◆ WORK TO COMPLETE ◆
Restate the entries word for word and skip every image.

◆ SOURCE DATA ◆
==================================================

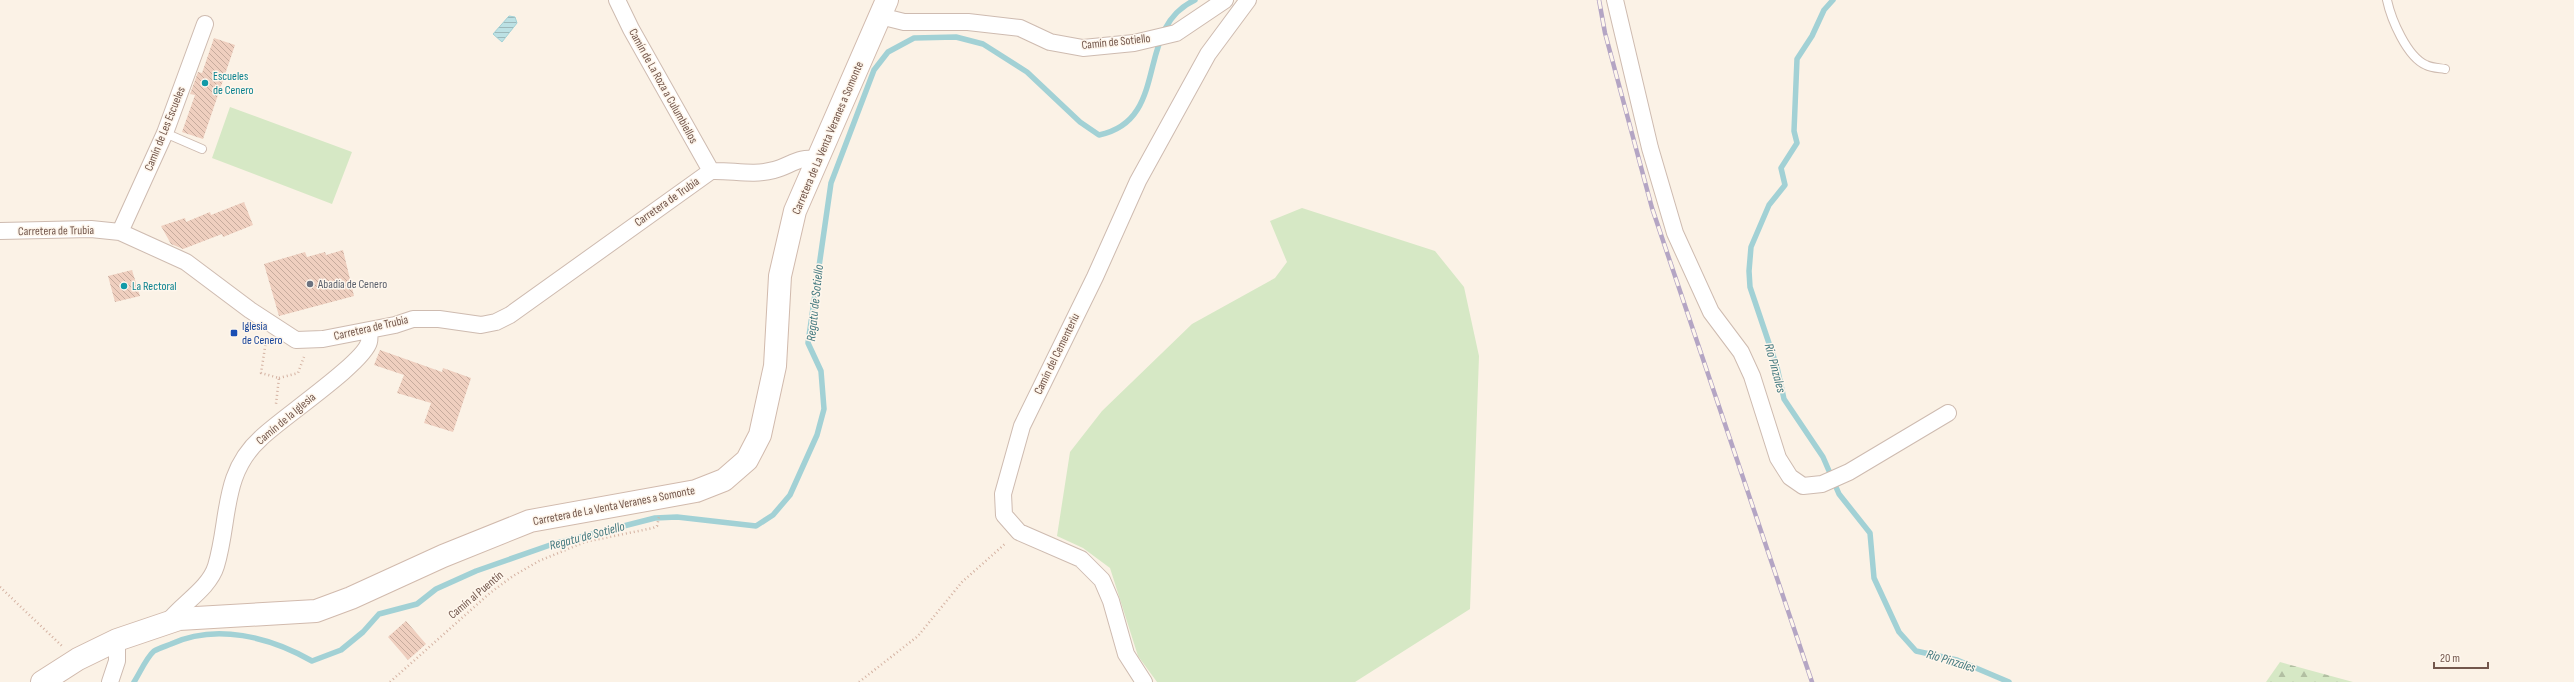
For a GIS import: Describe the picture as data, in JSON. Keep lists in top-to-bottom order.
{
  "streets": {
    "street": [
      "Camín de Sotiello",
      "Camín de La Roza a Culumbiellos",
      "Camín de Les Escueles",
      "Carretera de La Venta Veranes a Somonte",
      "Carretera de Trubia",
      "Camín del Cementeriu",
      "Camín de la Iglesia"
    ],
    "path": ["Camín al Puentín"]
  },
  "crossings": [
    ["Camín de Sotiello", "Carretera de La Venta Veranes a Somonte"],
    ["Camín de La Roza a Culumbiellos", "Carretera de Trubia"],
    ["Camín de Les Escueles", "Carretera de Trubia"],
    ["Carretera de La Venta Veranes a Somonte", "Carretera de Trubia"],
    ["Carretera de La Venta Veranes a Somonte", "Camín de la Iglesia"],
    ["Carretera de Trubia", "Camín de la Iglesia"]
  ],
  "water": ["Regatu de Sotiello", "Rio Pinzales"],
  "places": {
    "other": ["Escueles de Cenero", "Abadía de Cenero", "La Rectoral"],
    "transit": ["Iglesia de Cenero"]
  },
  "scale_bar": "20 m"
}
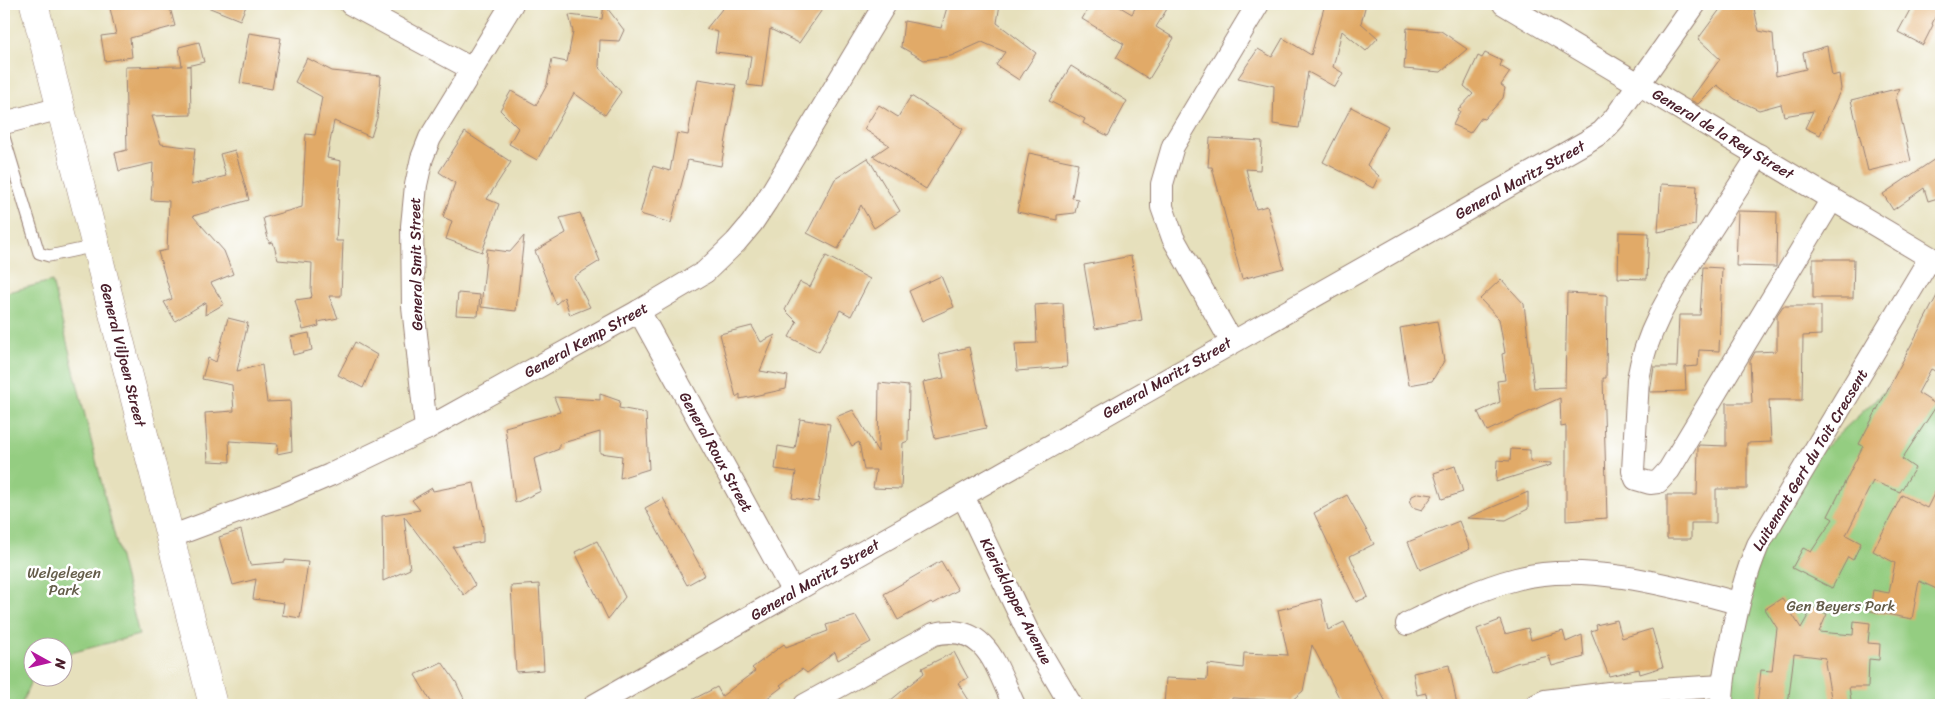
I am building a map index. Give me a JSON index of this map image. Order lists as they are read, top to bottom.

==================================================

◆ EXPECTED ANSWER ◆
For a GIS import: Describe the picture as data, in JSON. Keep lists in top-to-bottom order.
{
  "streets": {
    "street": [
      "Camín de Sotiello",
      "Camín de La Roza a Culumbiellos",
      "Camín de Les Escueles",
      "Carretera de La Venta Veranes a Somonte",
      "Carretera de Trubia",
      "Camín del Cementeriu",
      "Camín de la Iglesia"
    ],
    "path": ["Camín al Puentín"]
  },
  "crossings": [
    ["Camín de Sotiello", "Carretera de La Venta Veranes a Somonte"],
    ["Camín de La Roza a Culumbiellos", "Carretera de Trubia"],
    ["Camín de Les Escueles", "Carretera de Trubia"],
    ["Carretera de La Venta Veranes a Somonte", "Carretera de Trubia"],
    ["Carretera de La Venta Veranes a Somonte", "Camín de la Iglesia"],
    ["Carretera de Trubia", "Camín de la Iglesia"]
  ],
  "water": ["Regatu de Sotiello", "Rio Pinzales"],
  "places": {
    "other": ["Escueles de Cenero", "Abadía de Cenero", "La Rectoral"],
    "transit": ["Iglesia de Cenero"]
  },
  "scale_bar": "20 m"
}
I am building a map index. Give me a JSON index of this map image. Order lists as they are read, top to bottom.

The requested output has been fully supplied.